The perils of insolvent trading

Home Services Business recovery and insolvency The perils of insolvent trading

A director can be ordered by the court to make payments to the liquidator if it is proved that "wrongful trading" has occurred.
Liability for wrongful trading arises if all of the following tests are satisfied:

  • the company has gone into insolvent dissolution
  • at some point before the dissolution the director knew -- or should have known -- that there was no reasonable prospect of avoiding dissolution due to the company's insolvency
  • after reaching the point above, the director then failed to take every step possible to minimise the loss to creditors.

This normally means that the director has continued to trade and incur further losses for some time after he/she realised - or should have realised - that the company would not be able to pay all its liabilities.

The law applies an objective test in considering:

  • when a director should have recognised the inevitability of the impending dissolution and
  • whether the director has taken every step to minimise the loss to creditors.

A director is expected to have the "knowledge, skill and experience" appropriate to the responsibility of holding office as a director. The standard will vary according to the size and nature of the business. The court will also take account of any special skills that a director has.

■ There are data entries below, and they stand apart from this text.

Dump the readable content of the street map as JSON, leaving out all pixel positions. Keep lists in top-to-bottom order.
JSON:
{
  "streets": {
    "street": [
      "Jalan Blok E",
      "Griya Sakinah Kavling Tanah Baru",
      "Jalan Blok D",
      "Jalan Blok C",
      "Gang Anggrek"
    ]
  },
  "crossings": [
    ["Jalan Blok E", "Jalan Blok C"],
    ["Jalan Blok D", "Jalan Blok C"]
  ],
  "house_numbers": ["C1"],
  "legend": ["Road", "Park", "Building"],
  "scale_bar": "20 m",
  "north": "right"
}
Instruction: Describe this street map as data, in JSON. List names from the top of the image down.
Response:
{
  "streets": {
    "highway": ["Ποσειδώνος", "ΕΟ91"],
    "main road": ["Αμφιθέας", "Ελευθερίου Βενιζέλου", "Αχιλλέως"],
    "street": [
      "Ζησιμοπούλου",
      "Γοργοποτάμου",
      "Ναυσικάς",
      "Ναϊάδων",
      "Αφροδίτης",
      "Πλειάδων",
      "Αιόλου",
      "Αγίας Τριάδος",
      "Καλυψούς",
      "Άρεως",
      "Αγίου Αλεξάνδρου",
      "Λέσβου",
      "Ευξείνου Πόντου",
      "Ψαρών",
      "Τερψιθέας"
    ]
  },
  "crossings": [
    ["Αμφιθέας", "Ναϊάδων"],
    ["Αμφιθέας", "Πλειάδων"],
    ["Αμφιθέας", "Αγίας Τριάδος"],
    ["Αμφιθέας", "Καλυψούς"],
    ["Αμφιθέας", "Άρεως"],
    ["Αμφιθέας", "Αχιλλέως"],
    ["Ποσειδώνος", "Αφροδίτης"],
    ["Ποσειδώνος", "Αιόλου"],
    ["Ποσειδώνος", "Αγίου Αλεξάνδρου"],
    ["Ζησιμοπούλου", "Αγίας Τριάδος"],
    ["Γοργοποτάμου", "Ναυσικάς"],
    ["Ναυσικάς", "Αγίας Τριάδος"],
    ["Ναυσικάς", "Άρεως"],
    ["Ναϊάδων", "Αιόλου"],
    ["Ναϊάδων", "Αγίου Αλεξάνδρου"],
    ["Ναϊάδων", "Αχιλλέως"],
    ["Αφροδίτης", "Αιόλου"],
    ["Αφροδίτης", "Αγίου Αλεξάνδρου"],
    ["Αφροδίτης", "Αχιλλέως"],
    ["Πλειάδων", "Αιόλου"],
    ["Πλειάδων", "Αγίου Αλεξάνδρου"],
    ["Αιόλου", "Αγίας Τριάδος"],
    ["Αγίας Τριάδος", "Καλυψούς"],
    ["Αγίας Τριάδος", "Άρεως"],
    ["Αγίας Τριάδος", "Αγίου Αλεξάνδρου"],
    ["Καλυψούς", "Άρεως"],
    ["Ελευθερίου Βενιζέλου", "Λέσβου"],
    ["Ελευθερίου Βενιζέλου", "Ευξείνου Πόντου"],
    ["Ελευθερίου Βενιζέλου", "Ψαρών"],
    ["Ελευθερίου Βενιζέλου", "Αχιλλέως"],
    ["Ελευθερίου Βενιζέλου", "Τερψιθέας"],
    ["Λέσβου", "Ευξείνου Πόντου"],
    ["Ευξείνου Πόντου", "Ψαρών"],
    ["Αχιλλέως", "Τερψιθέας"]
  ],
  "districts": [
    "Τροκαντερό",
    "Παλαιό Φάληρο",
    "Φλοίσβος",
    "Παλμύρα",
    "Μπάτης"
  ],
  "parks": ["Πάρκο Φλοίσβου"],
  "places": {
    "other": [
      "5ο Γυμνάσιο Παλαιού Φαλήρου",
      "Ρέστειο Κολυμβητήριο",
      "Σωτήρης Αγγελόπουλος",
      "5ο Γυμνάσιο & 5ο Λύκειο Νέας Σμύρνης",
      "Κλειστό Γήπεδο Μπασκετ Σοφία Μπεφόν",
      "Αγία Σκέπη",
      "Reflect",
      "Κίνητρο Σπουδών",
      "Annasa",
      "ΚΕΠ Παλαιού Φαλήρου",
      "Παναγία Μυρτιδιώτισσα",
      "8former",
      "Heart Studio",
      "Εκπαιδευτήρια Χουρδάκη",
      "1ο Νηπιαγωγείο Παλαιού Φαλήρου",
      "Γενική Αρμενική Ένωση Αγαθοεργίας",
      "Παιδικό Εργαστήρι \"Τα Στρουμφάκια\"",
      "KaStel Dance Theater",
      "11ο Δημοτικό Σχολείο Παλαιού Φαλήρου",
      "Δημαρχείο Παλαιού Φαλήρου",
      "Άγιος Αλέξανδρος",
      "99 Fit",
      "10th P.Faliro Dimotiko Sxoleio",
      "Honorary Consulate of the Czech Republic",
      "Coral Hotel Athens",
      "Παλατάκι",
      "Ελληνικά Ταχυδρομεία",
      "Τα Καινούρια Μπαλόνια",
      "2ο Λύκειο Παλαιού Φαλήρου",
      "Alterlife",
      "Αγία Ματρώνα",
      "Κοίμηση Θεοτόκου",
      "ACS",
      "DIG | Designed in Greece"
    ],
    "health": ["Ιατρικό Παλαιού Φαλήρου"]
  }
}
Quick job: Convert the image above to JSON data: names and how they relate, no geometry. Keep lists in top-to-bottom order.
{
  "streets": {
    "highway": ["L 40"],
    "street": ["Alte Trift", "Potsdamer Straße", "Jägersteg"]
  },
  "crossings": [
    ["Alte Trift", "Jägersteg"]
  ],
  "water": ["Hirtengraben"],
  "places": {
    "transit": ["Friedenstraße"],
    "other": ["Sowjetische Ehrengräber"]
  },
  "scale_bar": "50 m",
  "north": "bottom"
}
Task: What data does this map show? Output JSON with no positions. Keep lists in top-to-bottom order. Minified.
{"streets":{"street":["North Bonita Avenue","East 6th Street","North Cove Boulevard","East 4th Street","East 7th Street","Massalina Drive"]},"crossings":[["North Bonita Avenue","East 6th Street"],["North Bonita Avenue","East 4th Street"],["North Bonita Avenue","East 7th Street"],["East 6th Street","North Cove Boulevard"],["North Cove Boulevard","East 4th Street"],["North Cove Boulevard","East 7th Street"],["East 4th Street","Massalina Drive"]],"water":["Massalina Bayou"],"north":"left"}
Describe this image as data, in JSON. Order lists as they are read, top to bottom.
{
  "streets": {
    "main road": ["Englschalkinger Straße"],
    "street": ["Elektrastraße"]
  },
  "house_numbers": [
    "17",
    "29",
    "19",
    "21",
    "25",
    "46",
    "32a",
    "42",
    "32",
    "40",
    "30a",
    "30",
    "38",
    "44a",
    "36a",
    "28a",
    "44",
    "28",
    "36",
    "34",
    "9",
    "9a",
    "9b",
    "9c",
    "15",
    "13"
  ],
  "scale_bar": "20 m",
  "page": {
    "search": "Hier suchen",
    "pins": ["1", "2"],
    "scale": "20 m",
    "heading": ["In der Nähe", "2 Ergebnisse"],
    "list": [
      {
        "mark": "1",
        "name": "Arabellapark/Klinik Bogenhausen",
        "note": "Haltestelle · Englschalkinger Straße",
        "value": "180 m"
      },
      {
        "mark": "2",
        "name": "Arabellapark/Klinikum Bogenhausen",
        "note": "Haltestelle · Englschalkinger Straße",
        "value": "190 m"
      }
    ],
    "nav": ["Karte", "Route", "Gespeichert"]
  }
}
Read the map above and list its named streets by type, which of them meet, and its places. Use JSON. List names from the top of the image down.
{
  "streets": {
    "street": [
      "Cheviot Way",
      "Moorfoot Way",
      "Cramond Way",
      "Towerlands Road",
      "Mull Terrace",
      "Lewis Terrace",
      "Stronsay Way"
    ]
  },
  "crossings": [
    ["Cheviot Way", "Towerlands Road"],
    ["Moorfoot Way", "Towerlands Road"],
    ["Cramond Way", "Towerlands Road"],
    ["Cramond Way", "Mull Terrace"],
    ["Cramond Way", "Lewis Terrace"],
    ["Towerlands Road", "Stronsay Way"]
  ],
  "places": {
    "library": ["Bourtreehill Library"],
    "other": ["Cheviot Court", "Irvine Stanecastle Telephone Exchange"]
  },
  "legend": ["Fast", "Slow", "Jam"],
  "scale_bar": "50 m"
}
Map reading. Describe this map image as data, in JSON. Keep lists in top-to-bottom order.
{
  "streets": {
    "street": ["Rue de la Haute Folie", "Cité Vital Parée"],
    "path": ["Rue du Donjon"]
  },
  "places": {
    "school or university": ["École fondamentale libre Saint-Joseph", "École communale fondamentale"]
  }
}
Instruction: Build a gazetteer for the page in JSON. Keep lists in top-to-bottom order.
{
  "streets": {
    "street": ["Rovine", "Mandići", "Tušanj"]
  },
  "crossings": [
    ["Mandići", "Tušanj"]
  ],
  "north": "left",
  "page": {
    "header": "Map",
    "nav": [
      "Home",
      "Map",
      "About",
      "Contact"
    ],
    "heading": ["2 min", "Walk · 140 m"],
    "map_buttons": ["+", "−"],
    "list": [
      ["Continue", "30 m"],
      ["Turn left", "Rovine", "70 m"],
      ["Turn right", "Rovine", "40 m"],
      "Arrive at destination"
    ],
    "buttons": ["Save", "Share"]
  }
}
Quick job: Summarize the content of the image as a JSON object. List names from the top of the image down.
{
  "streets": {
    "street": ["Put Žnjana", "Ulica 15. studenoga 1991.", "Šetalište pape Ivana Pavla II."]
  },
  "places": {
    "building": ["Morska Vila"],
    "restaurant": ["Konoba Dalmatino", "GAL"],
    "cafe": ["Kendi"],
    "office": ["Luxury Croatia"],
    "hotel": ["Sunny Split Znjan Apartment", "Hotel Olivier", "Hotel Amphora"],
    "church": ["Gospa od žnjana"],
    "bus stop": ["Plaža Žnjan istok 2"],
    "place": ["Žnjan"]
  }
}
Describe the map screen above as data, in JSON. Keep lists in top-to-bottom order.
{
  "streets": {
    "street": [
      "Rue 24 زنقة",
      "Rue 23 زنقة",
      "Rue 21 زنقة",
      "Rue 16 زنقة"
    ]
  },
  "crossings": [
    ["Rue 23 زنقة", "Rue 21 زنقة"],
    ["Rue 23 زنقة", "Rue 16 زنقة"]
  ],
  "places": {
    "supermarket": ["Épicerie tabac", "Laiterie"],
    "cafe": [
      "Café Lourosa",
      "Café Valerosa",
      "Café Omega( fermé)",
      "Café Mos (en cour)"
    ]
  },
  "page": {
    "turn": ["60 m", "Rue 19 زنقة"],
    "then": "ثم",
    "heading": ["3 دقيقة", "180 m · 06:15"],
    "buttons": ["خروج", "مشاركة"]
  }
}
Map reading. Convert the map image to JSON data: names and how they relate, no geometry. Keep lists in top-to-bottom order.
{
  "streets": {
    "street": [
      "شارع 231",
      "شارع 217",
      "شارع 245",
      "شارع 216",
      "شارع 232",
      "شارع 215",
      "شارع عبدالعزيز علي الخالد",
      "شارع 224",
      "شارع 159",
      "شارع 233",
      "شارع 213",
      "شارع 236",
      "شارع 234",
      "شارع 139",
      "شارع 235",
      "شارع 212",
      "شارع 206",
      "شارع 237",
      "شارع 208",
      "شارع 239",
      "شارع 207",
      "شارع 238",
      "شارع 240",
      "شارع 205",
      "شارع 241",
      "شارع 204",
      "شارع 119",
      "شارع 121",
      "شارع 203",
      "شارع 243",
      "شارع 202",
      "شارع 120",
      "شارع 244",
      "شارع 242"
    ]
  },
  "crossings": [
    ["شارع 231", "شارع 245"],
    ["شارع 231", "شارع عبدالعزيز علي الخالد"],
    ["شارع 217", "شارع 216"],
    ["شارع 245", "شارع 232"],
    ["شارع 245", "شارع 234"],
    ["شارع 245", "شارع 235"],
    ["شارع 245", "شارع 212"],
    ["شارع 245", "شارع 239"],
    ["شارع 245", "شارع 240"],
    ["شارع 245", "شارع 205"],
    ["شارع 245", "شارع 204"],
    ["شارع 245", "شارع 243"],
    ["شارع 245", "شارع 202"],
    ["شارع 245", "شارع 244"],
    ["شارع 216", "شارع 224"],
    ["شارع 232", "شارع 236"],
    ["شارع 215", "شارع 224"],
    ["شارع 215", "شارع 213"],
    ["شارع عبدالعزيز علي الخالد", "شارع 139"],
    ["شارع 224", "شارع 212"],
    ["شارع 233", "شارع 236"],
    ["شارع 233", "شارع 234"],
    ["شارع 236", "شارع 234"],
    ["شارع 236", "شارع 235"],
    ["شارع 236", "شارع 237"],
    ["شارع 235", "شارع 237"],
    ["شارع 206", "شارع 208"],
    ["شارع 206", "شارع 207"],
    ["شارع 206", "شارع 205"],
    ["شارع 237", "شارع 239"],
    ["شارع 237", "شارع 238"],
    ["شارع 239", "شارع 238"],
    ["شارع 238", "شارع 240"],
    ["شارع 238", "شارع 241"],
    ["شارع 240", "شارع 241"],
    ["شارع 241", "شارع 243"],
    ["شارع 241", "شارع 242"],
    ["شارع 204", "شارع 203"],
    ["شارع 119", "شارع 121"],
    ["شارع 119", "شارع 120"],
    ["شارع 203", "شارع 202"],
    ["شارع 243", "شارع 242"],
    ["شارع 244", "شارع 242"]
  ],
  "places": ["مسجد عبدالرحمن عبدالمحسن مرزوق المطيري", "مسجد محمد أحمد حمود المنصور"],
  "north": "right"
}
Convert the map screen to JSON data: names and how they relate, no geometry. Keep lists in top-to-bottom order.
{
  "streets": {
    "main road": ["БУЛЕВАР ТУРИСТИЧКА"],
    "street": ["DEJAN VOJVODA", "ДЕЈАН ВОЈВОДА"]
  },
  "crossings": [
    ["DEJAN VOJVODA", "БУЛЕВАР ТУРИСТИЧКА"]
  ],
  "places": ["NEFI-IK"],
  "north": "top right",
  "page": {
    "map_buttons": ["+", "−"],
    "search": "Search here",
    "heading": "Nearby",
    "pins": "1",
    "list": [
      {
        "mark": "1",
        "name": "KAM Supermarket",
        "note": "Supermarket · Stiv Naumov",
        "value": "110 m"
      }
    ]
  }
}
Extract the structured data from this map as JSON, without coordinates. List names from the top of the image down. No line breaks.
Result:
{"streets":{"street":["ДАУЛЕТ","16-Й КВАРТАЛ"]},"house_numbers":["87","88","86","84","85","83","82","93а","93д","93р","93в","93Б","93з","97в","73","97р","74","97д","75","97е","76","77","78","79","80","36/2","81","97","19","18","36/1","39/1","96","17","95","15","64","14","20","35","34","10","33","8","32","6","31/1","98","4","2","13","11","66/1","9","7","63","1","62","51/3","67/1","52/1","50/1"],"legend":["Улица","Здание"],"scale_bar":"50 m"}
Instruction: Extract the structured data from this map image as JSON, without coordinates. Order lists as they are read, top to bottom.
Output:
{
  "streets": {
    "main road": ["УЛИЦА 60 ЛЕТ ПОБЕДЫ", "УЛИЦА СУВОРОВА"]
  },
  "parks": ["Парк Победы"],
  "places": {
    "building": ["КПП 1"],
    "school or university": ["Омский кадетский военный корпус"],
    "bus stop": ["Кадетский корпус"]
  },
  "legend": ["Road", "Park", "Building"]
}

No one should ever hold office as a director if they do not intend to carry out the role. Inactivity in relation to the company is no defence to wrongful trading; indeed it is prima facie evidence of neglect leading to culpability.

When a business is in difficulty, the directors may wish to consider various survival strategies other than attempting to trade out of trouble. Whatever is decided, the basis of the decision should be fully documented for future reference in case the plan does not work and a subsequently appointed liquidator takes action against the directors.

Professional advice should be sought to protect the directors' own positions and that of the creditors. There is no such thing as the ordinary course of business, when a company is insolvent.

Directors may enter into transactions in all innocence, which, with the benefit of hindsight, are capable of being challenged by a liquidator. This is perhaps the greatest challenge for the innocent director who does not take professional advice.